In the 1980’s a fundamental shift took place, the older batch and brittle systems gave way to a new model of real-time flexible systems motivated by the structured information model’s change from “hierarchical” to “relational.” This change was not driven out of performance but from the self-describing nature of the relational model (albeit within the constraints of a SQL schema.) Self-description allowed business users to query data without needing programmer’s skills, systems were able to connect to other systems and provide straight through processing and business users became good at analysing the self-describing information using business intelligence tools. The profound effect of self-description led to the $40 billion per year market we now call the “data processing” market.

So to the present day, where we find that structured data systems still contain only a subset of the information universe found in every organization – 20% by most leading analysts accounts. What’s happened to the 80% originally paper based information that did not become structured information?

To start with it’s called “unstructured information” and initially it remained in filing cabinets. Over time it migrated into image management systems, shared folders, and finally content management systems. IT departments indexed the unstructured information and created search engines for retrieval. Unfortunately, the unstructured information still resides in a batch and brittle world where change requires specialized technical skills, the information is housed in silos and cannot be processed by other systems and being content–bound, the information is hard to unlock and analyse in the way that a structured data resource allows.

So the simple answer to the question “How is information management developing?” is to compare what we do today with the good definition that Gartner provides and expect business demand to close the gap. Ideally we see that information needs to be unconstrained by organizational and technological boundaries and yet today it is still separated as structured or unstructured, internal or external – hardly a unified information set. Business is increasingly demanding a complete view of information that is trustworthy, and easy to process and analyse in an unconstrained way.

In order to take this step and enable unified information, the unstructured information needs to break out of its batch and brittle environment and become “self-describing.” This requires a technology that solves a different set of challenges than those associated with structured data. Yet this is what needs to happen if the whole information set is to become – process-able, analyse-able and addressable as a whole

This is the job of Content Intelligence systems such as Smartlogic’s Semaphore.
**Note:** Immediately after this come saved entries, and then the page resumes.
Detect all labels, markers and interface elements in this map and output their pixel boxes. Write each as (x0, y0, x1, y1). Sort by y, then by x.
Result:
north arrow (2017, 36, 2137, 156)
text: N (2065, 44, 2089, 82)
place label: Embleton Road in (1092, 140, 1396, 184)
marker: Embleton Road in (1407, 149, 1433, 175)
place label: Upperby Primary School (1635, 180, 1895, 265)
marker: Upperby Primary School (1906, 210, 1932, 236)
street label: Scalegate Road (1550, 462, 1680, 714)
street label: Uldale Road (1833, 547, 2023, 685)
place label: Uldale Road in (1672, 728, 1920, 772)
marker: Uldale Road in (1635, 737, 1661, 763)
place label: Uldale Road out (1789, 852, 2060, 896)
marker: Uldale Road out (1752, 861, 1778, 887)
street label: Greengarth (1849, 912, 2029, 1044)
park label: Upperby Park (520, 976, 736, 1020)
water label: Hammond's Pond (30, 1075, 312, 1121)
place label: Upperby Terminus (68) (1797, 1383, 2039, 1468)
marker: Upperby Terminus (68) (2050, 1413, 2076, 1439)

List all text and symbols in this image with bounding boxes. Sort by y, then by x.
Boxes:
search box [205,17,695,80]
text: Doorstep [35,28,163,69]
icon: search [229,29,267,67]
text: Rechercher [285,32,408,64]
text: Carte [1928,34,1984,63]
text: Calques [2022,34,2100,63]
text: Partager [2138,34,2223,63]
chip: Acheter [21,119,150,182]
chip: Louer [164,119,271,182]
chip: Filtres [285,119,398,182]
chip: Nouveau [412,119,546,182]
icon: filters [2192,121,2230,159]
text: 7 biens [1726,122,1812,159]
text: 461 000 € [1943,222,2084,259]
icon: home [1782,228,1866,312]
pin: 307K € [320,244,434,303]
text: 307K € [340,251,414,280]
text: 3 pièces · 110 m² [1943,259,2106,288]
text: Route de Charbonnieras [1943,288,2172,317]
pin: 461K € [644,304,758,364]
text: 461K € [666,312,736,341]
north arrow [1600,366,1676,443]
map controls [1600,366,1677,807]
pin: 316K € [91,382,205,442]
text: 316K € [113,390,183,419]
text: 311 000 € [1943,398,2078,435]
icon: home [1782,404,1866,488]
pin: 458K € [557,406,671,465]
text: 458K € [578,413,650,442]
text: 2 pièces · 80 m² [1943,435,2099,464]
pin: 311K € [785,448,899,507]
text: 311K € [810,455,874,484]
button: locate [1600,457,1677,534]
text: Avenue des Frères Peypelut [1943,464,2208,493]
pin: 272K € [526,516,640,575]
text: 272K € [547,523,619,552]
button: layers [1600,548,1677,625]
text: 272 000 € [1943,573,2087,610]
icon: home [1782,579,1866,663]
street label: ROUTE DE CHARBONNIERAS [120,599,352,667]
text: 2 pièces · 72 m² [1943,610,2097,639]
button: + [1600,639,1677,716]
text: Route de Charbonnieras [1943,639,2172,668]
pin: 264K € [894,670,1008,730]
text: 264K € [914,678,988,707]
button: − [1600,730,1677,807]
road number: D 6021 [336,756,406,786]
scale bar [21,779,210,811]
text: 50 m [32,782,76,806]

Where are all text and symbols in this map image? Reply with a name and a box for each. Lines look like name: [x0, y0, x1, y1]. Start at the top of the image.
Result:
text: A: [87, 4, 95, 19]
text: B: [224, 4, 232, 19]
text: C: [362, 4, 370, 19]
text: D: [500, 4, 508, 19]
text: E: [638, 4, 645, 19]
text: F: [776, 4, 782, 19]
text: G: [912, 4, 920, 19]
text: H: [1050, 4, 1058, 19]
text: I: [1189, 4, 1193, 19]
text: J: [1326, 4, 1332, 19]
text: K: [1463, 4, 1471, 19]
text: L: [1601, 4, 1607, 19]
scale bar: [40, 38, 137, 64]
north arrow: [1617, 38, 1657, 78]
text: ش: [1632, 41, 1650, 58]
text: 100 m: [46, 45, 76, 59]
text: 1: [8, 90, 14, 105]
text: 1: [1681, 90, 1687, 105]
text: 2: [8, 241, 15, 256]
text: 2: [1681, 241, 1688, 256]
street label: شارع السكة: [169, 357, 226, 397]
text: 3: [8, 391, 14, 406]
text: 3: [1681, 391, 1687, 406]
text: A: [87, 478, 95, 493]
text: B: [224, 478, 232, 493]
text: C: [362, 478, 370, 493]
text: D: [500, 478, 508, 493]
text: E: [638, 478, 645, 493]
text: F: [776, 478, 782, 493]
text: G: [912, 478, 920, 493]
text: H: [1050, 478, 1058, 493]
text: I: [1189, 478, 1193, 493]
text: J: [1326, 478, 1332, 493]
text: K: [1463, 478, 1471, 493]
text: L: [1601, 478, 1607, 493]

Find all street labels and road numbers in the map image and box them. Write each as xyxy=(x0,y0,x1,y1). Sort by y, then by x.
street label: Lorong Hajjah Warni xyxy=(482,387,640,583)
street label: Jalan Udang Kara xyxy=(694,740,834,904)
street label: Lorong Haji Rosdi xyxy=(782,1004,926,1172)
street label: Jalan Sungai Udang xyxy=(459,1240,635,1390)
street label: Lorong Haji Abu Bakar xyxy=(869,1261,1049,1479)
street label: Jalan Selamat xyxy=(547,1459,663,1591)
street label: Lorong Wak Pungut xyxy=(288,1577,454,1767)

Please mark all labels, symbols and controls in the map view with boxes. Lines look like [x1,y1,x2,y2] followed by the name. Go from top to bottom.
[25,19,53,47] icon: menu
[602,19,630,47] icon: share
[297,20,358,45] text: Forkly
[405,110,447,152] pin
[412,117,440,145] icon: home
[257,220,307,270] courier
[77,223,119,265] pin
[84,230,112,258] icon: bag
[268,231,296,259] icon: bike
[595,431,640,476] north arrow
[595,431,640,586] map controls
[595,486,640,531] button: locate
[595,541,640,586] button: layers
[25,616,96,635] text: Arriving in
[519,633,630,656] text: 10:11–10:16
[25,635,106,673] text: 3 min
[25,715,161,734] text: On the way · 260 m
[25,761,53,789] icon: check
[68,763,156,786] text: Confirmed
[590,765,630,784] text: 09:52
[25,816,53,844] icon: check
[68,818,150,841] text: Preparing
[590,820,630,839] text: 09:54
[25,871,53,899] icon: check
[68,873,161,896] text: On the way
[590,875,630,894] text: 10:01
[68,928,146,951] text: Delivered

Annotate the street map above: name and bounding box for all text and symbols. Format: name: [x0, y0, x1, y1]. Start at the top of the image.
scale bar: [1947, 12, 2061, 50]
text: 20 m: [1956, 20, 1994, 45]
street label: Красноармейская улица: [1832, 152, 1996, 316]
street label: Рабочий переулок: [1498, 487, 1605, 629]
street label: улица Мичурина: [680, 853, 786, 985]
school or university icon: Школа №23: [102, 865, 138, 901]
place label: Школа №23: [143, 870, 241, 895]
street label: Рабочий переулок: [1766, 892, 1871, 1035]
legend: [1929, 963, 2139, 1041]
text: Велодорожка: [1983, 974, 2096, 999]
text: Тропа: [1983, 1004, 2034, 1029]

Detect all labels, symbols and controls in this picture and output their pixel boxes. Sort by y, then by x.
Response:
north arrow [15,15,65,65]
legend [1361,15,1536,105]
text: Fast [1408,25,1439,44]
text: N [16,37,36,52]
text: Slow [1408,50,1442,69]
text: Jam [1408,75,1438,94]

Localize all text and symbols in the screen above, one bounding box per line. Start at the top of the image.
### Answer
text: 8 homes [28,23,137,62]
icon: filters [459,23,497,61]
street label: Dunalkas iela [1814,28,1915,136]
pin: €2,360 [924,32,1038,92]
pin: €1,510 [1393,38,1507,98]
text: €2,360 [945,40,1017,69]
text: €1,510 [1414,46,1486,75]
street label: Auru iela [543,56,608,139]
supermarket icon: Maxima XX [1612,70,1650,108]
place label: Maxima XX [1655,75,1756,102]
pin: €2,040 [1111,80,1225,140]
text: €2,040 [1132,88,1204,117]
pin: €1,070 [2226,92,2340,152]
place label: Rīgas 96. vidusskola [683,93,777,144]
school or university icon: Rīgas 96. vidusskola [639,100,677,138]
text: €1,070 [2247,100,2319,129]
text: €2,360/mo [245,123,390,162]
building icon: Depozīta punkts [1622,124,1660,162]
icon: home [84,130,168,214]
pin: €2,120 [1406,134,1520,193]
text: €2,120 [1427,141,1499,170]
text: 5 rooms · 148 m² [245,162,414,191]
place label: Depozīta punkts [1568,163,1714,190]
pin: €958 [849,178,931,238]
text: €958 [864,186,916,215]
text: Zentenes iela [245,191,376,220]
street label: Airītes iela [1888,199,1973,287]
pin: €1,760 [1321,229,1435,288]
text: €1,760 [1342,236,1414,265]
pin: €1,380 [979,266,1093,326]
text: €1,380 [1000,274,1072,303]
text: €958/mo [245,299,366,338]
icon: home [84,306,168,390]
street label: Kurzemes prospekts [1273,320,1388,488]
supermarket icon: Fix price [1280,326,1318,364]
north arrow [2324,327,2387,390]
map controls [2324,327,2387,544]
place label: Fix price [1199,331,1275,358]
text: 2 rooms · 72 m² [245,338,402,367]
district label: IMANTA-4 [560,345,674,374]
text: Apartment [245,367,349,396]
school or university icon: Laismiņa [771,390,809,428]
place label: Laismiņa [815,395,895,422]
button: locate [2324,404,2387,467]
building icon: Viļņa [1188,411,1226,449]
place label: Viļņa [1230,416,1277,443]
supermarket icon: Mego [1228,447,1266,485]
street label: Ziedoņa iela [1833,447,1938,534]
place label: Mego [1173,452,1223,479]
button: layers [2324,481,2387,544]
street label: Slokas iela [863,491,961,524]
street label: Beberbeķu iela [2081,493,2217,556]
Content Intelligence is the technology and approach that makes unstructured information self-describing. Such self-description means that content-based information can be described in the same way as structured information. Once in this form, the structured and unstructured can be unified.

This unification is a new type of information management model called Graph or triple stores, representing yet another once in every 30-year change in the data organizational model. The impetus for this change is powered by:
Using this new unified model, organizations can leverage all of the information available to them; structured and unstructured, internal and external to determine relationships, explore opportunities and answer questions they could not answer before.

  • The performance constraints of existing systems to handle Big Data (even though Big Data only addresses the structured 20%).
  • The need for a flexible data model that can handle structured, semi-structured and unstructured data.
  • An end to the restrictions imposed by having to pre-suppose questions – a feature of schema based data models.
  • The ability to include the 80% of information that is currently not part of the structured data set.
  • The ability to link to information that already exists in internal and external sources so that available information is not duplicated.